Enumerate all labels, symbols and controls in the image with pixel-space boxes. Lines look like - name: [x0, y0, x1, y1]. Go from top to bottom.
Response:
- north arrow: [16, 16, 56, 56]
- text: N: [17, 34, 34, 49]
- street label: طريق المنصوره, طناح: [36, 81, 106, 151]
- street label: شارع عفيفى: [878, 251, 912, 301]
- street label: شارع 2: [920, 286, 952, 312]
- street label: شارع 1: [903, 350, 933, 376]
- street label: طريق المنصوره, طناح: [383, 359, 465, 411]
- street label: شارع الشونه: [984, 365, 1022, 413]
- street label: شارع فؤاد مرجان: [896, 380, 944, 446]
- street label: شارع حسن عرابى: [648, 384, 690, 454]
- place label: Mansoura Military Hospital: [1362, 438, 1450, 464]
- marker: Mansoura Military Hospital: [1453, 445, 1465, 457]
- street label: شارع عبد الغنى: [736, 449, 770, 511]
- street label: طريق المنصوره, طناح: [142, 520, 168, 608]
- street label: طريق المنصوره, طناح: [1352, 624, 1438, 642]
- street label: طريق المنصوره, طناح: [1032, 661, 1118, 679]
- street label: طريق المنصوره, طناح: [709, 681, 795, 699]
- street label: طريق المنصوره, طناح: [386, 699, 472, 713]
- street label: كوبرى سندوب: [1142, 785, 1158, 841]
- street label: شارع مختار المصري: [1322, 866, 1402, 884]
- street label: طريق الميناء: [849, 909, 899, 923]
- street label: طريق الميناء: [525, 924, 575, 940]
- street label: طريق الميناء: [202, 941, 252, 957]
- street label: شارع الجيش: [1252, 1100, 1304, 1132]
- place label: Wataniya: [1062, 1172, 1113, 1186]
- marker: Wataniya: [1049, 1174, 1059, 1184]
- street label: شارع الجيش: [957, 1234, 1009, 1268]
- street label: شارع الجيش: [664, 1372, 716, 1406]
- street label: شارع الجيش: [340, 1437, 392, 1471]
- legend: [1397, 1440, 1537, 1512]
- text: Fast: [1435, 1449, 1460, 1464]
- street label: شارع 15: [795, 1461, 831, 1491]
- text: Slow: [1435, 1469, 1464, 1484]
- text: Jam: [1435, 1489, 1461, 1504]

-----

Your goal:
Repeat the material above exactly and in full.

Result for this task:
Enumerate all labels, symbols and controls in the image with pixel-space boxes. Lines look like - name: [x0, y0, x1, y1]. Go from top to bottom.
Response:
- north arrow: [16, 16, 56, 56]
- text: N: [17, 34, 34, 49]
- street label: طريق المنصوره, طناح: [36, 81, 106, 151]
- street label: شارع عفيفى: [878, 251, 912, 301]
- street label: شارع 2: [920, 286, 952, 312]
- street label: شارع 1: [903, 350, 933, 376]
- street label: طريق المنصوره, طناح: [383, 359, 465, 411]
- street label: شارع الشونه: [984, 365, 1022, 413]
- street label: شارع فؤاد مرجان: [896, 380, 944, 446]
- street label: شارع حسن عرابى: [648, 384, 690, 454]
- place label: Mansoura Military Hospital: [1362, 438, 1450, 464]
- marker: Mansoura Military Hospital: [1453, 445, 1465, 457]
- street label: شارع عبد الغنى: [736, 449, 770, 511]
- street label: طريق المنصوره, طناح: [142, 520, 168, 608]
- street label: طريق المنصوره, طناح: [1352, 624, 1438, 642]
- street label: طريق المنصوره, طناح: [1032, 661, 1118, 679]
- street label: طريق المنصوره, طناح: [709, 681, 795, 699]
- street label: طريق المنصوره, طناح: [386, 699, 472, 713]
- street label: كوبرى سندوب: [1142, 785, 1158, 841]
- street label: شارع مختار المصري: [1322, 866, 1402, 884]
- street label: طريق الميناء: [849, 909, 899, 923]
- street label: طريق الميناء: [525, 924, 575, 940]
- street label: طريق الميناء: [202, 941, 252, 957]
- street label: شارع الجيش: [1252, 1100, 1304, 1132]
- place label: Wataniya: [1062, 1172, 1113, 1186]
- marker: Wataniya: [1049, 1174, 1059, 1184]
- street label: شارع الجيش: [957, 1234, 1009, 1268]
- street label: شارع الجيش: [664, 1372, 716, 1406]
- street label: شارع الجيش: [340, 1437, 392, 1471]
- legend: [1397, 1440, 1537, 1512]
- text: Fast: [1435, 1449, 1460, 1464]
- street label: شارع 15: [795, 1461, 831, 1491]
- text: Slow: [1435, 1469, 1464, 1484]
- text: Jam: [1435, 1489, 1461, 1504]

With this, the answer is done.